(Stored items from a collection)
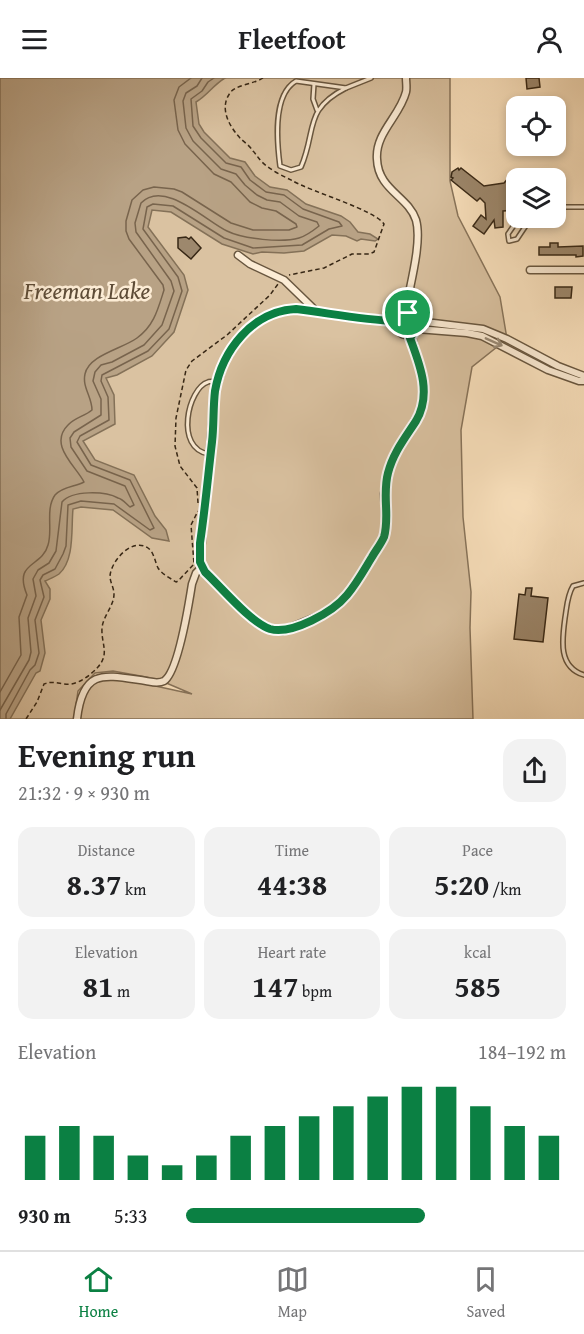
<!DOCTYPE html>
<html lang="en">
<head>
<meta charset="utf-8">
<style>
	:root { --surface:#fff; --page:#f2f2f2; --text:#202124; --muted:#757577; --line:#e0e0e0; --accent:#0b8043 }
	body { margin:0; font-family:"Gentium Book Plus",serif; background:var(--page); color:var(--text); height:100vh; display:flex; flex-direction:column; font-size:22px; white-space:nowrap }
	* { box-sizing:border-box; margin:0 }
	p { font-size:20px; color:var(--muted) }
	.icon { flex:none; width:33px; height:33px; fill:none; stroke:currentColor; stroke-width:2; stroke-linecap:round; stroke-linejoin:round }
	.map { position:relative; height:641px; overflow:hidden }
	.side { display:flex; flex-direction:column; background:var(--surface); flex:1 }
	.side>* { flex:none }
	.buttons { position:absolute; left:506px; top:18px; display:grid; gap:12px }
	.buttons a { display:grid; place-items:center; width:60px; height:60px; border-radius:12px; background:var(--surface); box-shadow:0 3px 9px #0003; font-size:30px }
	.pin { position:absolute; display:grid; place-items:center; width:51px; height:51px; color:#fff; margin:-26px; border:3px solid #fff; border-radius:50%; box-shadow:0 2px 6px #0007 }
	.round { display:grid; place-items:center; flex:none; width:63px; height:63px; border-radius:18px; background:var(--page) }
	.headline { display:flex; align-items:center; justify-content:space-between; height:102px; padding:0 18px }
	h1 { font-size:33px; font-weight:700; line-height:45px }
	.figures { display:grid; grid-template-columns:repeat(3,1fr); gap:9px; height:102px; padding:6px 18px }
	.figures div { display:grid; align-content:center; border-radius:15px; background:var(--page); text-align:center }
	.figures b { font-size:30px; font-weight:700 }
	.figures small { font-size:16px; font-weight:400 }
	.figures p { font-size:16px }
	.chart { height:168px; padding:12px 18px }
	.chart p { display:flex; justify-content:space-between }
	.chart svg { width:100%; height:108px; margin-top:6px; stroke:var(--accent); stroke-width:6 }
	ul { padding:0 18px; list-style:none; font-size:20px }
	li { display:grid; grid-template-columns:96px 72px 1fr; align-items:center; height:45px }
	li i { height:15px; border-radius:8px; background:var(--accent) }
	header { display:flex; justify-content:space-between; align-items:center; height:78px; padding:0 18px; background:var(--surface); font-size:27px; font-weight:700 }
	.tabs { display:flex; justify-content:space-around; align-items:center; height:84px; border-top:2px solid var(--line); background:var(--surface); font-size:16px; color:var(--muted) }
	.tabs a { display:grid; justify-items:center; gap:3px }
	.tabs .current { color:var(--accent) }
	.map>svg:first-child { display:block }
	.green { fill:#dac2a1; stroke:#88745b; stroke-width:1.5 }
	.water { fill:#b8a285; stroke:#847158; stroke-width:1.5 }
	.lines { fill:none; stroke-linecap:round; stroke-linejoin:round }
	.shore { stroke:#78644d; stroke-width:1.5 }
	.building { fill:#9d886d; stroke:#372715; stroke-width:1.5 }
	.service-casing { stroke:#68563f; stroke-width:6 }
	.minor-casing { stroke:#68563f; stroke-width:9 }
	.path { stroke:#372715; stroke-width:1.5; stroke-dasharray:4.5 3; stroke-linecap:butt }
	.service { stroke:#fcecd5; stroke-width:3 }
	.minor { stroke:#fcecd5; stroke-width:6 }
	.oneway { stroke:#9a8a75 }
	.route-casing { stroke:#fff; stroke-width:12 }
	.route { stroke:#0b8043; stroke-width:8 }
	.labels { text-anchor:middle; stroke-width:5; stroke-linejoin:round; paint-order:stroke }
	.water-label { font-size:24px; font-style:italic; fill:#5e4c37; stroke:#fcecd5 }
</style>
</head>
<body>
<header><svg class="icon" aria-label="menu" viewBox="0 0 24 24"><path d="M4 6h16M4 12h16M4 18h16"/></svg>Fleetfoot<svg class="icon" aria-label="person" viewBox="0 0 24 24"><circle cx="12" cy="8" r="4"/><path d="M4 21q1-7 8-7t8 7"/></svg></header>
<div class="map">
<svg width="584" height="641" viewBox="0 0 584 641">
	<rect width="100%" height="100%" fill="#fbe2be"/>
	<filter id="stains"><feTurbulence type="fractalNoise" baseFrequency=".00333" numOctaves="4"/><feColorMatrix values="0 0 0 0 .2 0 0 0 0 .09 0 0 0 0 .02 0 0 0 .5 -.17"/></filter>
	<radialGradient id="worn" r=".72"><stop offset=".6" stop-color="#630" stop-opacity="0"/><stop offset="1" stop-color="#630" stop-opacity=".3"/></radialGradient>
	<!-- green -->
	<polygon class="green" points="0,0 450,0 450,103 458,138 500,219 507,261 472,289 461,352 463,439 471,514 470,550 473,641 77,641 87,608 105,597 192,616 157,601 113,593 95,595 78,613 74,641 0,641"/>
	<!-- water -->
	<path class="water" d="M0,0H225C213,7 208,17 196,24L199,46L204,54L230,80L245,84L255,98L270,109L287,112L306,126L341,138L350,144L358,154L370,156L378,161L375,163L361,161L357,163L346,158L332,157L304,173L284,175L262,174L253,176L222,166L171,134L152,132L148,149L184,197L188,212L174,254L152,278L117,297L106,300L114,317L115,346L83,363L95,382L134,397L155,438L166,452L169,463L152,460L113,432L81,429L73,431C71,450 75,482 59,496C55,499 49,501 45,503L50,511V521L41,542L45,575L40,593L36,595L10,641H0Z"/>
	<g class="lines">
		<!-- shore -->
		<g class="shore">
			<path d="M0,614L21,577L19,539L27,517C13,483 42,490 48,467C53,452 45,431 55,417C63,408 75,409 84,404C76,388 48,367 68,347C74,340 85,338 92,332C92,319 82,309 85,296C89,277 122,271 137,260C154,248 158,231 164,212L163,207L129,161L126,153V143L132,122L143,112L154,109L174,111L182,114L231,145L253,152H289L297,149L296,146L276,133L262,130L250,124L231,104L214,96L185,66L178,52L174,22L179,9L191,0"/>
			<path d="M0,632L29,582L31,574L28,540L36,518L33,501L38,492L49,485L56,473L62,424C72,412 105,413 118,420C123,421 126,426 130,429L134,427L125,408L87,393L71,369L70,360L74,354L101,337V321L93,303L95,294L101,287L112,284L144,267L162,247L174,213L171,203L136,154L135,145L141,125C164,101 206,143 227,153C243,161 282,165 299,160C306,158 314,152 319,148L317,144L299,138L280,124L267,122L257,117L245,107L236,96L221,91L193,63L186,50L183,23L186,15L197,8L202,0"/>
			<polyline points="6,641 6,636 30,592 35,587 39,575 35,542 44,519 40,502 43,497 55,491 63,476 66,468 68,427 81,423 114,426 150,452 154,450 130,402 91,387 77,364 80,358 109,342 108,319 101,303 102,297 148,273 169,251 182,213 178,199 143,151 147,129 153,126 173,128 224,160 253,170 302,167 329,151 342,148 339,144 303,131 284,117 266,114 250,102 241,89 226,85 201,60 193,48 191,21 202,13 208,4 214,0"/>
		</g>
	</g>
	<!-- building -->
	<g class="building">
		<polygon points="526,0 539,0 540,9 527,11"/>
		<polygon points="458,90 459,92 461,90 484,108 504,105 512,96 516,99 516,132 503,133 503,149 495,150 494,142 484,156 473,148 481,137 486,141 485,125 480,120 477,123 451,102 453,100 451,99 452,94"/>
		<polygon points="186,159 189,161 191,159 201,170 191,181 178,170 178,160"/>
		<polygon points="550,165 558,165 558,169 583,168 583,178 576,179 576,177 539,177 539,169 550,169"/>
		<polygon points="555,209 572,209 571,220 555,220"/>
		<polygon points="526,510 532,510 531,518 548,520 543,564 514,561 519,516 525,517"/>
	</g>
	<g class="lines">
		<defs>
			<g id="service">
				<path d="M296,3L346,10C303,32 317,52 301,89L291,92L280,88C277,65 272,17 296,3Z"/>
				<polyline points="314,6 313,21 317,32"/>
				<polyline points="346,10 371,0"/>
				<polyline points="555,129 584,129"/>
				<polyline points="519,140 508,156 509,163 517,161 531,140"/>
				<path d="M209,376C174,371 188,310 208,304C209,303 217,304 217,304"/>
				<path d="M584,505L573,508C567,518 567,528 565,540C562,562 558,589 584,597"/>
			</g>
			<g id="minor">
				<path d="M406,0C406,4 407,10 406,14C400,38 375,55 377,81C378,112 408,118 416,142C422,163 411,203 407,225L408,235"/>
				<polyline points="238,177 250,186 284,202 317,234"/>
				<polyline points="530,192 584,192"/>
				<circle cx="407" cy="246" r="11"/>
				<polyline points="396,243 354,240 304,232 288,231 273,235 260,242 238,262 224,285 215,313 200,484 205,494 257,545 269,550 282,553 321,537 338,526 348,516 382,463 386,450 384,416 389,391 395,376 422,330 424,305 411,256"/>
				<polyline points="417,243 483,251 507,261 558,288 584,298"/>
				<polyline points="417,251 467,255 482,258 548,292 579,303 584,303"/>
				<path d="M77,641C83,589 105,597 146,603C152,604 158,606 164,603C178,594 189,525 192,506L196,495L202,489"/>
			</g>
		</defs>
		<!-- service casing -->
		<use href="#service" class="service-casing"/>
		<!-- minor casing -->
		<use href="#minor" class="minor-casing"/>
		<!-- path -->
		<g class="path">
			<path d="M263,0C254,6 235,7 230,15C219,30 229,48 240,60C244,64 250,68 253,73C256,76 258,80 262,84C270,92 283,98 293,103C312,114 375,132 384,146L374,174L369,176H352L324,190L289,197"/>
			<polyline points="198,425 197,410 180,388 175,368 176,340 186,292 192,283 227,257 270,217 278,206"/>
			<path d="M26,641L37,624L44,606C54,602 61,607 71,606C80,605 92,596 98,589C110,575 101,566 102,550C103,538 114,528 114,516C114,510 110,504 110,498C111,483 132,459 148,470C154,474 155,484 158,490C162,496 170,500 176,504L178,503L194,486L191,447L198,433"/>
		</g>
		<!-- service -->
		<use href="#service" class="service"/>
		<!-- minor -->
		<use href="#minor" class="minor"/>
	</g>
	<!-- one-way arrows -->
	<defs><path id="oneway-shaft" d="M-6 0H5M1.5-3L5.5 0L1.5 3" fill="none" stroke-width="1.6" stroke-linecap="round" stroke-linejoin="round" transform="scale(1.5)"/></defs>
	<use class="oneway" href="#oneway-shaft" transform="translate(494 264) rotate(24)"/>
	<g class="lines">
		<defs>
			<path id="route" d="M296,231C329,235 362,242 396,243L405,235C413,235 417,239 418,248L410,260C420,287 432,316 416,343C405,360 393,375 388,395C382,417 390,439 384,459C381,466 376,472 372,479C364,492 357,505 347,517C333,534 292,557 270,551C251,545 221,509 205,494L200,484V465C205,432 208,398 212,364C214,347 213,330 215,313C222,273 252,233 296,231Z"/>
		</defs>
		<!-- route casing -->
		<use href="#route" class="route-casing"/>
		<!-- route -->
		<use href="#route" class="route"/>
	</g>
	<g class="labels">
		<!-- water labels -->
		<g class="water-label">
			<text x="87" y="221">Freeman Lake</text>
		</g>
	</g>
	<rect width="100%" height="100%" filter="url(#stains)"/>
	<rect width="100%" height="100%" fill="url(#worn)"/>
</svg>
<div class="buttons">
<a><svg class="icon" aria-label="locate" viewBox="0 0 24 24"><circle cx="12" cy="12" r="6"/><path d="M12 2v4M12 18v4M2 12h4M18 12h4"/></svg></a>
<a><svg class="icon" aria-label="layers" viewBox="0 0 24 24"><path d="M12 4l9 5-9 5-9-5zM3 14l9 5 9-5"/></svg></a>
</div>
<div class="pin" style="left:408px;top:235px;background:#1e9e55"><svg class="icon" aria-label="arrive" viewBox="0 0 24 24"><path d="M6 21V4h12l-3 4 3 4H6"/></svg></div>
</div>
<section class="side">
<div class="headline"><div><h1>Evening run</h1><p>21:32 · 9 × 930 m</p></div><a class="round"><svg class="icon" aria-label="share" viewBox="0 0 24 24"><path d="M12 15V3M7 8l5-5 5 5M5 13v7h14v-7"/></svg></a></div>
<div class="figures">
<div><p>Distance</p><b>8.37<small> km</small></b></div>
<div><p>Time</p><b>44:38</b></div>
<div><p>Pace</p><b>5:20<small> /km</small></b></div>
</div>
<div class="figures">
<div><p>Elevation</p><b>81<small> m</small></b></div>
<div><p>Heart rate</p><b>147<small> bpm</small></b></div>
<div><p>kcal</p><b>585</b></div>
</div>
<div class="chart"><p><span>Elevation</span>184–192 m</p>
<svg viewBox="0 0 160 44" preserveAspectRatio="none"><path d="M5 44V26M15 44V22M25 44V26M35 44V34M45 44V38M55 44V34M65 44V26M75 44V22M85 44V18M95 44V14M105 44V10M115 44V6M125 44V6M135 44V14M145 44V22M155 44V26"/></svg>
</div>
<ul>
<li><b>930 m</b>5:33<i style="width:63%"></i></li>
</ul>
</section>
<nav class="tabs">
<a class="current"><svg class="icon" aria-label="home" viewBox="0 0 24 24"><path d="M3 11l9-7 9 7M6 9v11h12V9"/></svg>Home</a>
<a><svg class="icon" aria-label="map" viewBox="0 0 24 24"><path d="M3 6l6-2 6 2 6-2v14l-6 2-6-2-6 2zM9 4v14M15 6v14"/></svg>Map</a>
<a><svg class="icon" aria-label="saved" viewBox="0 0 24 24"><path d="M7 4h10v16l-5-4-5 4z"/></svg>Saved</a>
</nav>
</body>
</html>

--

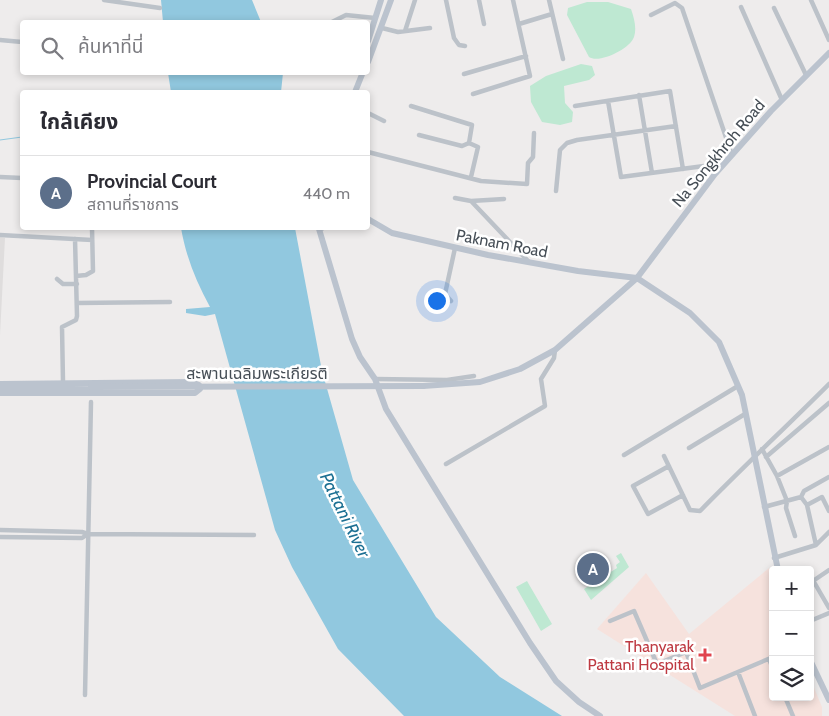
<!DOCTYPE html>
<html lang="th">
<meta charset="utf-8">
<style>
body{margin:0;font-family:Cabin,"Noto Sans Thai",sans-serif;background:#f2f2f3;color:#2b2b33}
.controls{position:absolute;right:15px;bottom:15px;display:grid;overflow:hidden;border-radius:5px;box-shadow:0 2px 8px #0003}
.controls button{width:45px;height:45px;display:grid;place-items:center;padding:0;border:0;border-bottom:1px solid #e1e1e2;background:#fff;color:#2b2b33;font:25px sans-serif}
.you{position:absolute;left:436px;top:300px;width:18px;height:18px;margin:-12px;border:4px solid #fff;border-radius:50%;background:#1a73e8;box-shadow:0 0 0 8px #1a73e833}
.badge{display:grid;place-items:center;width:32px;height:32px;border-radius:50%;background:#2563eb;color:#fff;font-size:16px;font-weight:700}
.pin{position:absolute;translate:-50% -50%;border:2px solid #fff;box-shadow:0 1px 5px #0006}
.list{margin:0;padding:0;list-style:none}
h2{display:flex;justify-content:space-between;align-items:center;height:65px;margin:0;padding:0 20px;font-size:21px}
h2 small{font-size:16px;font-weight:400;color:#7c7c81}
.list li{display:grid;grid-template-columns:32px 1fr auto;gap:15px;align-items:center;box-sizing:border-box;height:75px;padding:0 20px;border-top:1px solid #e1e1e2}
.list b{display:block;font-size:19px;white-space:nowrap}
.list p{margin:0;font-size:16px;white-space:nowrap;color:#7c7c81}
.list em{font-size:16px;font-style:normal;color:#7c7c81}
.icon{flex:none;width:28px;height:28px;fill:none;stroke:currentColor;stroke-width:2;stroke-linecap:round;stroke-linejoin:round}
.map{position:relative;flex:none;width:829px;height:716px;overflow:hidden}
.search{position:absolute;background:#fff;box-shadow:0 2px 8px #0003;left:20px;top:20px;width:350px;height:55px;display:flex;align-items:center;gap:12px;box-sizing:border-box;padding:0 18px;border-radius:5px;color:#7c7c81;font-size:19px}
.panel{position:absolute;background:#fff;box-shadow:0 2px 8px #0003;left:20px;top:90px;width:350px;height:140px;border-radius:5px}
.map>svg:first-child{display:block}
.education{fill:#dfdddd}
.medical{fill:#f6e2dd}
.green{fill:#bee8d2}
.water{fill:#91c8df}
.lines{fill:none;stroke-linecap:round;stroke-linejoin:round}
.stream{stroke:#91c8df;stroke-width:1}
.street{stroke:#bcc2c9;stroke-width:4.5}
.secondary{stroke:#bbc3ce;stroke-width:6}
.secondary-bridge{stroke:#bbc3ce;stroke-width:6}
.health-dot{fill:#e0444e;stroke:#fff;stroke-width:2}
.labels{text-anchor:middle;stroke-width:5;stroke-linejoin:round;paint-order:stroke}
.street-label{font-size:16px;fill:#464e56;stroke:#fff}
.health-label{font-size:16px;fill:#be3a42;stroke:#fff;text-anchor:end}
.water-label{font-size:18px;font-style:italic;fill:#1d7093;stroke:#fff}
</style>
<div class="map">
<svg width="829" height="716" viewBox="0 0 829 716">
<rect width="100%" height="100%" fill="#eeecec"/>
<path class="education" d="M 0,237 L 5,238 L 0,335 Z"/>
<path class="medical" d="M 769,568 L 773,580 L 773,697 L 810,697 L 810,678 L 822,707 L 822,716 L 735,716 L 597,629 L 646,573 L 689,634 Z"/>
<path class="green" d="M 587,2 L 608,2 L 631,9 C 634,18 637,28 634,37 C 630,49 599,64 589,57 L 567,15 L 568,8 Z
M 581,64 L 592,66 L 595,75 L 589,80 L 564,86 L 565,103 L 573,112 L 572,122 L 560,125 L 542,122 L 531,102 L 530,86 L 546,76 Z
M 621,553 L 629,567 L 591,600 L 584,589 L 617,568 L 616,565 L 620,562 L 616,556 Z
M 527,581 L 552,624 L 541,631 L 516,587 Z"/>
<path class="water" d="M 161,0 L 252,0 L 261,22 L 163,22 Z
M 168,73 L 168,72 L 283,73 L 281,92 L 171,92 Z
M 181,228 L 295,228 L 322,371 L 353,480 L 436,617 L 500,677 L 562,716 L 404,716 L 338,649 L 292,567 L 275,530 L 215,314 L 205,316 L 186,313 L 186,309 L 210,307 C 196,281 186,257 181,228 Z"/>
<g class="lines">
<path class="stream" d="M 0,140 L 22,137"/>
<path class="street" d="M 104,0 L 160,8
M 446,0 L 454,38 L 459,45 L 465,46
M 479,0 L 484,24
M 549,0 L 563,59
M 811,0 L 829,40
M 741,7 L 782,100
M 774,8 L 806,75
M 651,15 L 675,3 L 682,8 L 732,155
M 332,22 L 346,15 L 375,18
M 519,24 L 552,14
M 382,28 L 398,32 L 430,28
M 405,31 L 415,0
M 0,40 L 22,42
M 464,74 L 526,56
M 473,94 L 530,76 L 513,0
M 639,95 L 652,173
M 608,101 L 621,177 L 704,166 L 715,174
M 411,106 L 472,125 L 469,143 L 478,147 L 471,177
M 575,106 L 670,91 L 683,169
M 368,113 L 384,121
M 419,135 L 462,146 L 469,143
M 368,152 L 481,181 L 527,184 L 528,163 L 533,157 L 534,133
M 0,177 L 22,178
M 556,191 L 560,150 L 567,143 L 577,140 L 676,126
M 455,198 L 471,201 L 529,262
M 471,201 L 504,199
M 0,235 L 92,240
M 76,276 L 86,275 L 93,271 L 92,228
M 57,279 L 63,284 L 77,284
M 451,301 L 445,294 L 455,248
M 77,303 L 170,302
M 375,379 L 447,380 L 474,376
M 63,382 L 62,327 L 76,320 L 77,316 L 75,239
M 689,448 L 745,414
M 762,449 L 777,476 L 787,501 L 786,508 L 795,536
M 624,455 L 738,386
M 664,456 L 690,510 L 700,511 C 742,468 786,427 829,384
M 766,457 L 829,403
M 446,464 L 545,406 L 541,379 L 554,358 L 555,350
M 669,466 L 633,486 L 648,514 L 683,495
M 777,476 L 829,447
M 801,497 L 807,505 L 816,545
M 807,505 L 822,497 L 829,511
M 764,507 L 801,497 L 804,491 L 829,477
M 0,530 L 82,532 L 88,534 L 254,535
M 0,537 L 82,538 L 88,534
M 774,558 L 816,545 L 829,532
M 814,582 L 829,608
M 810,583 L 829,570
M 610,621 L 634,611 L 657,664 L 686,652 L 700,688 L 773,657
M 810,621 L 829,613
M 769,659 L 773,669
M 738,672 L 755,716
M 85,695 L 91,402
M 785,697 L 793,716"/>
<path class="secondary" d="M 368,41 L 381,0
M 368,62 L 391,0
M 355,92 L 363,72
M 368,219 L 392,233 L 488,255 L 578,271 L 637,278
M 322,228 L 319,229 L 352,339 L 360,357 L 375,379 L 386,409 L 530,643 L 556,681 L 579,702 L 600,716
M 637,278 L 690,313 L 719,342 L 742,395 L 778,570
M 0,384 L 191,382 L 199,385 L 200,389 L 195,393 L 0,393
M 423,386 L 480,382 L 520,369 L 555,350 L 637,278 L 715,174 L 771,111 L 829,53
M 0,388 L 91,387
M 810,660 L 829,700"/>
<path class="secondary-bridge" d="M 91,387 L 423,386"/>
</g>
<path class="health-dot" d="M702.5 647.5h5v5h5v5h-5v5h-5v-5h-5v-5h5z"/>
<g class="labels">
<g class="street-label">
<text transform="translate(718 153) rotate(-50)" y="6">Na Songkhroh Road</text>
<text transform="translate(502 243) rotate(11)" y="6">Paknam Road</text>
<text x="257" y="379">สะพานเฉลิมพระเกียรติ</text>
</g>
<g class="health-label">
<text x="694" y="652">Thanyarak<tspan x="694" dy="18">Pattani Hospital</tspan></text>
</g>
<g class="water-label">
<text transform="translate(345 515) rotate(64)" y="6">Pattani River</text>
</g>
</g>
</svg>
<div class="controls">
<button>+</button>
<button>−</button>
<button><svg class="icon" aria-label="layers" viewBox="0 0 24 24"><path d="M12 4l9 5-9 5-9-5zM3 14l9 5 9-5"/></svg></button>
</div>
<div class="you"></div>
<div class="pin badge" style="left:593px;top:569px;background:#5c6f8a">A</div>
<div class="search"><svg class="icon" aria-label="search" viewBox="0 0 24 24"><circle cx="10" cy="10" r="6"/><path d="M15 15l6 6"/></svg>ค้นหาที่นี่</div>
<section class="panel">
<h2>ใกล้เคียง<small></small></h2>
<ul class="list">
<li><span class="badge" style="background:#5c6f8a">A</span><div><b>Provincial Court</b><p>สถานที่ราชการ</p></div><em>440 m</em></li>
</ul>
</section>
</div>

ASSIGNED TASK
Copy the records above exactly, beginning at the line that contains "position:relative; height:641px; overflow:hidden" and stopping after the line that contains "position:absolute; display:grid; place-items:center;".

EXPECTED ANSWER
	.map { position:relative; height:641px; overflow:hidden }
	.side { display:flex; flex-direction:column; background:var(--surface); flex:1 }
	.side>* { flex:none }
	.buttons { position:absolute; left:506px; top:18px; display:grid; gap:12px }
	.buttons a { display:grid; place-items:center; width:60px; height:60px; border-radius:12px; background:var(--surface); box-shadow:0 3px 9px #0003; font-size:30px }
	.pin { position:absolute; display:grid; place-items:center; width:51px; height:51px; color:#fff; margin:-26px; border:3px solid #fff; border-radius:50%; box-shadow:0 2px 6px #0007 }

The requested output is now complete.